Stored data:
=== Begin Enclosure ===

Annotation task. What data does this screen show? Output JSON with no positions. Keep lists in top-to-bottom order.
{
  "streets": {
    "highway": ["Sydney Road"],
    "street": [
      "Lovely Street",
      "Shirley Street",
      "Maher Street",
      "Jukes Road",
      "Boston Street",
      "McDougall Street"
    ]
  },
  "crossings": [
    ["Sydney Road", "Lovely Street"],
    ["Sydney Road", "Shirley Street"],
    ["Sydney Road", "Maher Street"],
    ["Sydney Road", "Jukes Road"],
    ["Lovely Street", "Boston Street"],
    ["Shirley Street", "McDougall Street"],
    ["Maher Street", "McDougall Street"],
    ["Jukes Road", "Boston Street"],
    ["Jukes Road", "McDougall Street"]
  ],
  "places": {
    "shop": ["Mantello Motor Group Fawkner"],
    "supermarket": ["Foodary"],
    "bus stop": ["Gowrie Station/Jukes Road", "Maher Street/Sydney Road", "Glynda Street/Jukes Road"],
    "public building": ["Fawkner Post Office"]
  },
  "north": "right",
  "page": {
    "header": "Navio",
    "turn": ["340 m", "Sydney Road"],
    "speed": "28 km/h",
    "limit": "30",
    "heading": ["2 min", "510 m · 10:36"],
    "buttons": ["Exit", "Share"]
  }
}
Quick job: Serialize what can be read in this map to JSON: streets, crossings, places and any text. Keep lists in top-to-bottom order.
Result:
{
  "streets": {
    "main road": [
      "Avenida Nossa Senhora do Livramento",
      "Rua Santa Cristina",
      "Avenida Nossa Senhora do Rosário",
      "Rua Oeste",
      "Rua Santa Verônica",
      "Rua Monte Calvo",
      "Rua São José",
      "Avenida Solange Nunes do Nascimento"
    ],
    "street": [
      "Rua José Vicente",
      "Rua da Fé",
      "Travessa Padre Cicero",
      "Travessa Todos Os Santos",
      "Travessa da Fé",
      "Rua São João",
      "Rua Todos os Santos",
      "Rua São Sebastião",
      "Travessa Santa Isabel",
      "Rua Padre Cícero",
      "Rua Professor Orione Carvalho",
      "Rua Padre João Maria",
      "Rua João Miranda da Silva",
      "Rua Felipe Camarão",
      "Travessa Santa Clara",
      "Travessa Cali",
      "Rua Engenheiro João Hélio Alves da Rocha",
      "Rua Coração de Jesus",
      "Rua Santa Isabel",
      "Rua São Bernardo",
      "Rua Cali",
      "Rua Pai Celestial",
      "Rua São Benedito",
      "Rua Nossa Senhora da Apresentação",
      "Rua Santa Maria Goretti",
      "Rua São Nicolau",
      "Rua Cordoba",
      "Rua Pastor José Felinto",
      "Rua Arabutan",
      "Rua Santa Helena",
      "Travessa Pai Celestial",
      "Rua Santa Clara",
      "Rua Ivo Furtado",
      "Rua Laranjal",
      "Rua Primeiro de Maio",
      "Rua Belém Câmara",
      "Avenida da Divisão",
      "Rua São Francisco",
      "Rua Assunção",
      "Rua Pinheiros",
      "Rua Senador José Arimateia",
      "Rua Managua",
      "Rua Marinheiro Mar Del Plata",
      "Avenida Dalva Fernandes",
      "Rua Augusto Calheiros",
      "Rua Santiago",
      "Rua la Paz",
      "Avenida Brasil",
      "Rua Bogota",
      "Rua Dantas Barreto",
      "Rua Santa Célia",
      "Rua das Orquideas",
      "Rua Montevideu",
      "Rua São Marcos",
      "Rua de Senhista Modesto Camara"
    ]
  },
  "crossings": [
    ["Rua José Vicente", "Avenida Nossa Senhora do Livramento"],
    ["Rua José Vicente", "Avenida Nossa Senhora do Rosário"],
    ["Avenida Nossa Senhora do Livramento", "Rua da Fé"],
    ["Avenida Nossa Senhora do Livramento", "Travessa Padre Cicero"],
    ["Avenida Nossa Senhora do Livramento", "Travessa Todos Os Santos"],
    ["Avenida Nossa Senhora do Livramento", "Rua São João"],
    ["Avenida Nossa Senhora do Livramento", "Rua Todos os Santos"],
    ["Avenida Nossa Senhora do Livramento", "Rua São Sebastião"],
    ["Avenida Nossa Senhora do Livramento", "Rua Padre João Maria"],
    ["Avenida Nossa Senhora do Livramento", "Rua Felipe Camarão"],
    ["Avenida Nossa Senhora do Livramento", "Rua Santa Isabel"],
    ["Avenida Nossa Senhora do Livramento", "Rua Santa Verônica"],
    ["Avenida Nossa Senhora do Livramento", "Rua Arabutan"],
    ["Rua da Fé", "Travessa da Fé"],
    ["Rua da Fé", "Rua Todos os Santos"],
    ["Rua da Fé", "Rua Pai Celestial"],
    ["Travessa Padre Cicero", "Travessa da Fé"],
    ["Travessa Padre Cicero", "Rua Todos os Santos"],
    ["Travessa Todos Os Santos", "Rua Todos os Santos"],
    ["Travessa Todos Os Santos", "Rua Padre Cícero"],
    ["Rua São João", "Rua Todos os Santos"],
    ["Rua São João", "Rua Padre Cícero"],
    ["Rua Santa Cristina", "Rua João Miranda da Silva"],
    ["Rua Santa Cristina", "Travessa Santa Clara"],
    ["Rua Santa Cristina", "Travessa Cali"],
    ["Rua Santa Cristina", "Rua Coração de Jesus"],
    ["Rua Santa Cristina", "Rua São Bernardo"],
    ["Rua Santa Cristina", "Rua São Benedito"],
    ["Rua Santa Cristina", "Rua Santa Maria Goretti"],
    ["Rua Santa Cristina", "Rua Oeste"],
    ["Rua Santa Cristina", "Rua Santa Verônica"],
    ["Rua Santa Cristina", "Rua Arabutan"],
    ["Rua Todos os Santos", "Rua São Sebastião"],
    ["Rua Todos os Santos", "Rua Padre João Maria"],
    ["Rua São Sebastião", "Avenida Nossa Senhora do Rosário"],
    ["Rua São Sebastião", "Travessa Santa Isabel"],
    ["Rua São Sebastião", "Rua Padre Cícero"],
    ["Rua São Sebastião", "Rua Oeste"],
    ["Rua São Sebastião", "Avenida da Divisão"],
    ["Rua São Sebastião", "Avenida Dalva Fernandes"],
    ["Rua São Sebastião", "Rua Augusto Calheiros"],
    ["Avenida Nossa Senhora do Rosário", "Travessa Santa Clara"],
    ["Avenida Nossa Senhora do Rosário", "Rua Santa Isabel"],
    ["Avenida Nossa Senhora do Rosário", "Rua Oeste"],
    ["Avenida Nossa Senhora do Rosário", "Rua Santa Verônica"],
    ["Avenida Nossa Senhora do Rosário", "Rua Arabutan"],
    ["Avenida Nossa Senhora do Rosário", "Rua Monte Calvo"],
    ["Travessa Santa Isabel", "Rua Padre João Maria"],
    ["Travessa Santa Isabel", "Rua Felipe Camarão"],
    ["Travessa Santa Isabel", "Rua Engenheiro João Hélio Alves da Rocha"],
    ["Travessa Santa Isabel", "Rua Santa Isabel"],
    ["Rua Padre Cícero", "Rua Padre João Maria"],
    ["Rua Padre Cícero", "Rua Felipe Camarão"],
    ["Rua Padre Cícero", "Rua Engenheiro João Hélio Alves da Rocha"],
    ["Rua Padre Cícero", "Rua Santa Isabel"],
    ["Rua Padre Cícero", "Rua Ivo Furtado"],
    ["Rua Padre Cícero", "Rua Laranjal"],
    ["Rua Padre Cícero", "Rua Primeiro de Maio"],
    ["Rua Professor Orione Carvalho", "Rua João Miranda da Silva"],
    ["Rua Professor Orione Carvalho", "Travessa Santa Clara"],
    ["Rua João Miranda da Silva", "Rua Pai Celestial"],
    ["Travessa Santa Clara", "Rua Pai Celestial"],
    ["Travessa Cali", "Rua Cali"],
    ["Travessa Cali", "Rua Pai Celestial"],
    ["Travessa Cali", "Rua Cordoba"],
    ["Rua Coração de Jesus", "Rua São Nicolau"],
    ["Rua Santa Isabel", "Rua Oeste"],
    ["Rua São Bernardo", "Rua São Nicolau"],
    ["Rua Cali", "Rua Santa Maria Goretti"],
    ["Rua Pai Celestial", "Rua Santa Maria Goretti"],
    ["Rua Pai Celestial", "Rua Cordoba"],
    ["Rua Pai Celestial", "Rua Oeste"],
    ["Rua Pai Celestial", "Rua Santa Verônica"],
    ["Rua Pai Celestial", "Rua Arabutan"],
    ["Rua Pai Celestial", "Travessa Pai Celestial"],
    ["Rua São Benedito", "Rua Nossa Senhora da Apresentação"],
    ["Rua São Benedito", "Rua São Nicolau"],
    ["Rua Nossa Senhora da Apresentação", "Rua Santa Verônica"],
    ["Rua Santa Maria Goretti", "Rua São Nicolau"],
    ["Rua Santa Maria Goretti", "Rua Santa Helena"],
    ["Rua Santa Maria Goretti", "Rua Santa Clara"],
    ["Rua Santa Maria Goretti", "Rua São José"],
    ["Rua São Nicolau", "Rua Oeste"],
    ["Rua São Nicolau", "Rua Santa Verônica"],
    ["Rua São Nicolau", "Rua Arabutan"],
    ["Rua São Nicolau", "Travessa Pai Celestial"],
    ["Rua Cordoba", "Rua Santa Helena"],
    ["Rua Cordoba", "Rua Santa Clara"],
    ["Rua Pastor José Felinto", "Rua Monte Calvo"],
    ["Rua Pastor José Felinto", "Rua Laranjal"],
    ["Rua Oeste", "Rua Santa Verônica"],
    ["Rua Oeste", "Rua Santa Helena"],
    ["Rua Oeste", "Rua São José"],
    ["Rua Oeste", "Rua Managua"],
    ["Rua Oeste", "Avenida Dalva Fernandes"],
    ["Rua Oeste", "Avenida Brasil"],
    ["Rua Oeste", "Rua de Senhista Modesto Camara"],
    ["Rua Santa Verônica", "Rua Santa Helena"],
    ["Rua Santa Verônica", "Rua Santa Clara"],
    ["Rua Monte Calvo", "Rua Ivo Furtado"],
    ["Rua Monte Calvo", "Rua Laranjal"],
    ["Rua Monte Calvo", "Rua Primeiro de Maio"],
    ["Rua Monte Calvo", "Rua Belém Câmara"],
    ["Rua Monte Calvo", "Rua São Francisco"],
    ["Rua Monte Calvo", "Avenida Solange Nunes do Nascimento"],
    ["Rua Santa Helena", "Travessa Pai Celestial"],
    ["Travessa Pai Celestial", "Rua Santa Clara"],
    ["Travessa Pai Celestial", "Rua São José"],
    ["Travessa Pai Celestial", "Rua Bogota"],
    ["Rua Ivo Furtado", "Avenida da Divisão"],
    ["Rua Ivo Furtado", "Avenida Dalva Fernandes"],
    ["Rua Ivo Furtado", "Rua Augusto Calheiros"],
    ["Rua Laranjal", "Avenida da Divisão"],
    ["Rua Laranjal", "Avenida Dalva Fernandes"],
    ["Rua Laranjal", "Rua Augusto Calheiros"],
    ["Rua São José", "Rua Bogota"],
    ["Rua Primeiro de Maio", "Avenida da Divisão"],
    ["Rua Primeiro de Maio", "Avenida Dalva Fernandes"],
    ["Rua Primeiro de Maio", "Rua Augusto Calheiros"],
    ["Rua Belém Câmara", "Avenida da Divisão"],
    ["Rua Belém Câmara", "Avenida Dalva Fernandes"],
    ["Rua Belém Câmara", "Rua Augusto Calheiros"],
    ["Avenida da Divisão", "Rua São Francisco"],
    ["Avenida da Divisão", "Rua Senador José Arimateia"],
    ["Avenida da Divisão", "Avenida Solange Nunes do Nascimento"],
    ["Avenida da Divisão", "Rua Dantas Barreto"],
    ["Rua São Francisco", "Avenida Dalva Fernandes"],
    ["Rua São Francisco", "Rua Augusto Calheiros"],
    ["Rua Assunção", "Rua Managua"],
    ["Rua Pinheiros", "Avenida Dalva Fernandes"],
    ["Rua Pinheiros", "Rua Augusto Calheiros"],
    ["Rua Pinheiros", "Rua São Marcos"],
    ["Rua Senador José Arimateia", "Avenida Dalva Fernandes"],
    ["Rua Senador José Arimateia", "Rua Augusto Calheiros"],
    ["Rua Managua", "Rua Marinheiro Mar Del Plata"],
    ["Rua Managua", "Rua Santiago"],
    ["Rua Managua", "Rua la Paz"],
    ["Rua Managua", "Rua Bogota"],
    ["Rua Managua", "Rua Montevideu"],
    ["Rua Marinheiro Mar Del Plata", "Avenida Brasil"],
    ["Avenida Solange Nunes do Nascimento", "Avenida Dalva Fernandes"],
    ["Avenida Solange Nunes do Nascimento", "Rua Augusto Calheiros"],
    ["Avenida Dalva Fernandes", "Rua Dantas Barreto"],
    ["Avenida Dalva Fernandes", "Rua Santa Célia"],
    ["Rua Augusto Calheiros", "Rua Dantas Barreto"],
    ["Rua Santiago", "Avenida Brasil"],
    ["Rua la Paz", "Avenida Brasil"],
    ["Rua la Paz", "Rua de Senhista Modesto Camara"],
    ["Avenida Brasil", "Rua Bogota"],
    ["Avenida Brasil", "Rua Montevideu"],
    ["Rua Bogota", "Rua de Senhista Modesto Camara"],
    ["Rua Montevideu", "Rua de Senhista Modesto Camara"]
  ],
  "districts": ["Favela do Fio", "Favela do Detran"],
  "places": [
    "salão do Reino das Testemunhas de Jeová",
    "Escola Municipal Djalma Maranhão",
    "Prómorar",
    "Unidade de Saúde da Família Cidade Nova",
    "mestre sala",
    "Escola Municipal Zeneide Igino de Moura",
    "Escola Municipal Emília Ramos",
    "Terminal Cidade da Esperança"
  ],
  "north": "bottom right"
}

=== End Enclosure ===

Assignment – Tally the lines above that include "Primeiro"; give only the tally.

Solved problem – 6